BEGIN PROVIDED RECORDS

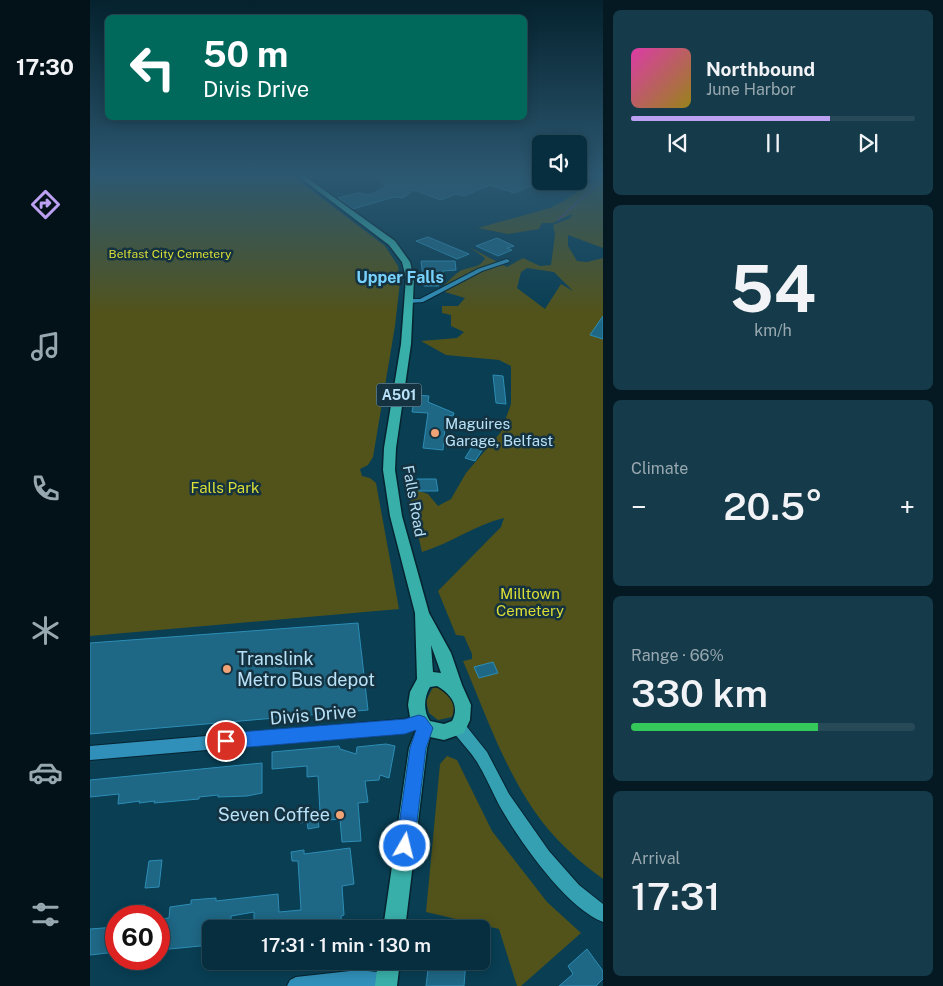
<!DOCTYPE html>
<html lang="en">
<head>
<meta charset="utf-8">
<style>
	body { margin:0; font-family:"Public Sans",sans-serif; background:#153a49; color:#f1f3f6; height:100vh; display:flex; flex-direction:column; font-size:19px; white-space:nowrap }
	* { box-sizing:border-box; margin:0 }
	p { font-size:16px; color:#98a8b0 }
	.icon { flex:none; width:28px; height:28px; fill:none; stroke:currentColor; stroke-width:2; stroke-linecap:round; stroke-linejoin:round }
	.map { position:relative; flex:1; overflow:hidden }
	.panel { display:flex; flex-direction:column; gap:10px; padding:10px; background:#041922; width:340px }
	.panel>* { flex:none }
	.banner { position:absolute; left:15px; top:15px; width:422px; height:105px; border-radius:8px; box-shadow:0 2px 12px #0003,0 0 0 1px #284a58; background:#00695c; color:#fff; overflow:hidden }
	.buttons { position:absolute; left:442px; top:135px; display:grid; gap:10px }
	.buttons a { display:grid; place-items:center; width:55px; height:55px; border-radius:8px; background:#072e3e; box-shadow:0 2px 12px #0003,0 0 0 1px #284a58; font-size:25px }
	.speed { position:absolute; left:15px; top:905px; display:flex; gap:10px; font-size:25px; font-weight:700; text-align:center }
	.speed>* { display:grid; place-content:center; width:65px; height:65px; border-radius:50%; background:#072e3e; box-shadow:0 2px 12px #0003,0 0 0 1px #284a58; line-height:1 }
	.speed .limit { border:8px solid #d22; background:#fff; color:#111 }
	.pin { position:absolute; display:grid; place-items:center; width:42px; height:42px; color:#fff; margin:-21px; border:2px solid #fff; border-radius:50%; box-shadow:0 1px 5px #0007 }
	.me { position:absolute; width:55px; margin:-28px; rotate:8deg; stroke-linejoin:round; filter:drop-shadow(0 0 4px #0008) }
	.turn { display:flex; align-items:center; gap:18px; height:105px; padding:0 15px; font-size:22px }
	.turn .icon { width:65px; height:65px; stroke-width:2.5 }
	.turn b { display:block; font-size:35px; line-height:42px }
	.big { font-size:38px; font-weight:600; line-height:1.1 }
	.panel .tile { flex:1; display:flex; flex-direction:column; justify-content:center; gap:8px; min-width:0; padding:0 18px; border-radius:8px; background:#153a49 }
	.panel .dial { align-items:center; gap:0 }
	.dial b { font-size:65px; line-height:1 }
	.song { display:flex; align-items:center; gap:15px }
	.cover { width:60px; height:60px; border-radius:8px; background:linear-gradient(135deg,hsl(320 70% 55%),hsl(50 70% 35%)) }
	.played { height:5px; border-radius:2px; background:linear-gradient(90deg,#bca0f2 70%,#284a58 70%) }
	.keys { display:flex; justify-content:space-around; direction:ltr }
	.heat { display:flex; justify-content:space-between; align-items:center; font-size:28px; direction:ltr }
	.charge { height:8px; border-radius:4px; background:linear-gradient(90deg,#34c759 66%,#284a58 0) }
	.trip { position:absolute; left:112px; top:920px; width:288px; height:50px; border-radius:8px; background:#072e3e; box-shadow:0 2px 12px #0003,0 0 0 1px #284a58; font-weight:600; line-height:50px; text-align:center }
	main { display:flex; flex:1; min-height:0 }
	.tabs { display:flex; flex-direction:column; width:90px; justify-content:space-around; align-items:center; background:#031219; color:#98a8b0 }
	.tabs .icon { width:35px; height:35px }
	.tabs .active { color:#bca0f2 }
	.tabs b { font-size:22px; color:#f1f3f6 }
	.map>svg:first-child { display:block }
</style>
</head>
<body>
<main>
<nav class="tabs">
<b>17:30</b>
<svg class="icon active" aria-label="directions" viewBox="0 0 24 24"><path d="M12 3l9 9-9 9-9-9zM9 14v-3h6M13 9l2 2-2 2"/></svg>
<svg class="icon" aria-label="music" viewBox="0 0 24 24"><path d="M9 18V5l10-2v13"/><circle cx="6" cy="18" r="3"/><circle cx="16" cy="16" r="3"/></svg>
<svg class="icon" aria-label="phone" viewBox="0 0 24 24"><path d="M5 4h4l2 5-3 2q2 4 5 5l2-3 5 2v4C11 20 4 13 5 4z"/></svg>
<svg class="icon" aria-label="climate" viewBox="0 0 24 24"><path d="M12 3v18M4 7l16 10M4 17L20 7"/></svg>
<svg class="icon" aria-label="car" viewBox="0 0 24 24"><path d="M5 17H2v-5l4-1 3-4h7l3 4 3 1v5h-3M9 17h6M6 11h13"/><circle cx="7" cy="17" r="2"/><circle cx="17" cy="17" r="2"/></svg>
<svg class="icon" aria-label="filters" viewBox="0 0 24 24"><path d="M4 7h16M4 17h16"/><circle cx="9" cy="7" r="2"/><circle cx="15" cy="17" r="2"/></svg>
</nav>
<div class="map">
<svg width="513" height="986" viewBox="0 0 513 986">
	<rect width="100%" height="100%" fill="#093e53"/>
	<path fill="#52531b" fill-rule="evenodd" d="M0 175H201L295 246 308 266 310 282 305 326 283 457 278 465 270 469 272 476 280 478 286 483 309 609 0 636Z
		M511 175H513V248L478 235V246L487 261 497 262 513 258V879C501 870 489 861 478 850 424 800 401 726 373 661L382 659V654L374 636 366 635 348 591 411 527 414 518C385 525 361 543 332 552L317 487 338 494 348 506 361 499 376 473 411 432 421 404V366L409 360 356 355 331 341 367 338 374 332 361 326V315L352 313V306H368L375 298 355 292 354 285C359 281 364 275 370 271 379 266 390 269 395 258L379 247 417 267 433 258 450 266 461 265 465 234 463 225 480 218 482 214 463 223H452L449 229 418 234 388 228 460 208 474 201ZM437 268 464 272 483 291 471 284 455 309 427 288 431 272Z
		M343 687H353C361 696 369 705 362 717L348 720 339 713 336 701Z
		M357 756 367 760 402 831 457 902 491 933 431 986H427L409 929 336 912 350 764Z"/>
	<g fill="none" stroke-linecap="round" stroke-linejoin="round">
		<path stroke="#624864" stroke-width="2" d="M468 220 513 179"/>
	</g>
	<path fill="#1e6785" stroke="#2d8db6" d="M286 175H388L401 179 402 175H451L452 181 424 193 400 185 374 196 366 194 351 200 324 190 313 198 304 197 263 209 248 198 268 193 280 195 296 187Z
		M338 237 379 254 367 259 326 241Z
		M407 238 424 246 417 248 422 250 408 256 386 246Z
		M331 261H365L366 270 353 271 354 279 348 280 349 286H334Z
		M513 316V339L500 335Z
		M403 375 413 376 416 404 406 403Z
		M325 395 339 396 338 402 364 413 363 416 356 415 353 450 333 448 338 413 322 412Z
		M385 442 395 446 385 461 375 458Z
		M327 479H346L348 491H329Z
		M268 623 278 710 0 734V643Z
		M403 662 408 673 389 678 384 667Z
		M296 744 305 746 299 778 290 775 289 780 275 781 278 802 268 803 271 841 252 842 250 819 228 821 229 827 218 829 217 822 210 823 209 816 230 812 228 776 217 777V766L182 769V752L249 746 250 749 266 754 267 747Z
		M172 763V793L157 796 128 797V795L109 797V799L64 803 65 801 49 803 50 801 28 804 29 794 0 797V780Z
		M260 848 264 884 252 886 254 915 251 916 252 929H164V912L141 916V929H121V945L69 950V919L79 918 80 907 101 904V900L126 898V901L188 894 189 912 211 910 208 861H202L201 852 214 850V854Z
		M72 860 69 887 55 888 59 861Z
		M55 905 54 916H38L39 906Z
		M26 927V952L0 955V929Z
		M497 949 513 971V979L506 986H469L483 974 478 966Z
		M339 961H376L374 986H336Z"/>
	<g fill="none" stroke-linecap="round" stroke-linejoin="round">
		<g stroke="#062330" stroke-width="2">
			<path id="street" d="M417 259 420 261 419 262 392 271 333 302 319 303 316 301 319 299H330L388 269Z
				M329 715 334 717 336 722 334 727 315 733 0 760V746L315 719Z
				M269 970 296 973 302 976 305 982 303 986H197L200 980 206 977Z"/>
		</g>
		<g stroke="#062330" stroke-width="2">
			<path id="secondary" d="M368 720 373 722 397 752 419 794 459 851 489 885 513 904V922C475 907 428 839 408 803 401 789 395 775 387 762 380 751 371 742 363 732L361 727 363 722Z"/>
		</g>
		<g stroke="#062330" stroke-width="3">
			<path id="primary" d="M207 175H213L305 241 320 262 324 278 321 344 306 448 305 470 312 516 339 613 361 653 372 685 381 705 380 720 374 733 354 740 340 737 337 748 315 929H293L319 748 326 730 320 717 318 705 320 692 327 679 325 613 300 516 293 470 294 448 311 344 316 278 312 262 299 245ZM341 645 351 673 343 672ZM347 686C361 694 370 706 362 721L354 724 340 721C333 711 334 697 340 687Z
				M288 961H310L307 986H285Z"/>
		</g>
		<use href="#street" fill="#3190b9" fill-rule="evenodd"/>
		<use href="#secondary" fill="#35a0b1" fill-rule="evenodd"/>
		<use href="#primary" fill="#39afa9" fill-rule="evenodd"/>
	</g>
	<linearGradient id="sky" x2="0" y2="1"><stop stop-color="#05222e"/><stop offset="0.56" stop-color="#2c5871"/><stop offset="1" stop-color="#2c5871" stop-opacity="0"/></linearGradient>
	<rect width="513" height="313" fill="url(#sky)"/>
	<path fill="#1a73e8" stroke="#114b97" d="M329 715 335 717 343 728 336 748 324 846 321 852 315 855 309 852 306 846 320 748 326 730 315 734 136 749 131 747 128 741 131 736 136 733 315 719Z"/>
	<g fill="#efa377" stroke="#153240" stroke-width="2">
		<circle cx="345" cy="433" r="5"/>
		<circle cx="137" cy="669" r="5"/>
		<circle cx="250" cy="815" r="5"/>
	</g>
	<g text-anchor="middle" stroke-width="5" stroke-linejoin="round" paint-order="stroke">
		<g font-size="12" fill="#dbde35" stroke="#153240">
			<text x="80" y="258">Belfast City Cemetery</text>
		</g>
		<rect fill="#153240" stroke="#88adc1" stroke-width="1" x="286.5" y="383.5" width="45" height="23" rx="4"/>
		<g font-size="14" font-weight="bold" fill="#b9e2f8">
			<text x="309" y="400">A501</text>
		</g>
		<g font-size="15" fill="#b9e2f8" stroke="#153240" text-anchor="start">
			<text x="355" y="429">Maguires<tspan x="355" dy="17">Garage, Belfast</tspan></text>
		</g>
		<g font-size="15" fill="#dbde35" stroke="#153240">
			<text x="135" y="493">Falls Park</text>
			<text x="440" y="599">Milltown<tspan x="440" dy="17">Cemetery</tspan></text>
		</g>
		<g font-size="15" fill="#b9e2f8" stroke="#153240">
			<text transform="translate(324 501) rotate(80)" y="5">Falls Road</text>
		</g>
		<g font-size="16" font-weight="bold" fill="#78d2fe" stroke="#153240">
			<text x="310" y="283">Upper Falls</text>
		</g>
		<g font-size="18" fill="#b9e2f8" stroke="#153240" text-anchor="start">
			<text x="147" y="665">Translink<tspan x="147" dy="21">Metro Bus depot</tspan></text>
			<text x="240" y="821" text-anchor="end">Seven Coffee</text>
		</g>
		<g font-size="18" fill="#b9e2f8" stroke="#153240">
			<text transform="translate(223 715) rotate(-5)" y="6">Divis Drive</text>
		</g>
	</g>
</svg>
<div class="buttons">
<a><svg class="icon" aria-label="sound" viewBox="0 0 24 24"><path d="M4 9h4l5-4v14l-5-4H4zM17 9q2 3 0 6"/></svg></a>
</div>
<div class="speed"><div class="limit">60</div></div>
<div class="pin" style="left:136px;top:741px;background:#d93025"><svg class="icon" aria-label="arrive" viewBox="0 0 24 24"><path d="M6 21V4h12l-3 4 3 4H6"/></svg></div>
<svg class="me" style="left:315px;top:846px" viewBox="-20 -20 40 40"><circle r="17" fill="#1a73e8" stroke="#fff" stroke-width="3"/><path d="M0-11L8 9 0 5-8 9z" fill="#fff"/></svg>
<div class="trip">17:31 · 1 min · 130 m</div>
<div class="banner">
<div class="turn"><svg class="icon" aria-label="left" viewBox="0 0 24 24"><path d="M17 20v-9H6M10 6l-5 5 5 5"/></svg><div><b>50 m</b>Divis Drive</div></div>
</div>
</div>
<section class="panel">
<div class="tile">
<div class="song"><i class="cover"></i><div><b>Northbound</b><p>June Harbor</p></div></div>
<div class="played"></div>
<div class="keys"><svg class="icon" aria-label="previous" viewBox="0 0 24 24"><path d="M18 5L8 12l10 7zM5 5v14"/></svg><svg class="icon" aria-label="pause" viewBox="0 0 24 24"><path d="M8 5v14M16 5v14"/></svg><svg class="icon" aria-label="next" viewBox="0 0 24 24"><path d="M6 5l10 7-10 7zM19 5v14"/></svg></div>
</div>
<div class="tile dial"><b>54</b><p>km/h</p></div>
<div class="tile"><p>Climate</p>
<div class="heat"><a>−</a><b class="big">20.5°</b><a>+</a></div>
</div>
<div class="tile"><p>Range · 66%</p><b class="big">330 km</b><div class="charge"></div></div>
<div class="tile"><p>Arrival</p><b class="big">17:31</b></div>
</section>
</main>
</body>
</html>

END PROVIDED RECORDS

- **WHAT TO DO**:
Please write out, exactly as they appear above, only the lines in the stretch from the line with "position:absolute; display:grid; place-items:center;" through the line with "font-size:38px; font-weight:600; line-height:1.1".

- **RESULT**:
	.pin { position:absolute; display:grid; place-items:center; width:42px; height:42px; color:#fff; margin:-21px; border:2px solid #fff; border-radius:50%; box-shadow:0 1px 5px #0007 }
	.me { position:absolute; width:55px; margin:-28px; rotate:8deg; stroke-linejoin:round; filter:drop-shadow(0 0 4px #0008) }
	.turn { display:flex; align-items:center; gap:18px; height:105px; padding:0 15px; font-size:22px }
	.turn .icon { width:65px; height:65px; stroke-width:2.5 }
	.turn b { display:block; font-size:35px; line-height:42px }
	.big { font-size:38px; font-weight:600; line-height:1.1 }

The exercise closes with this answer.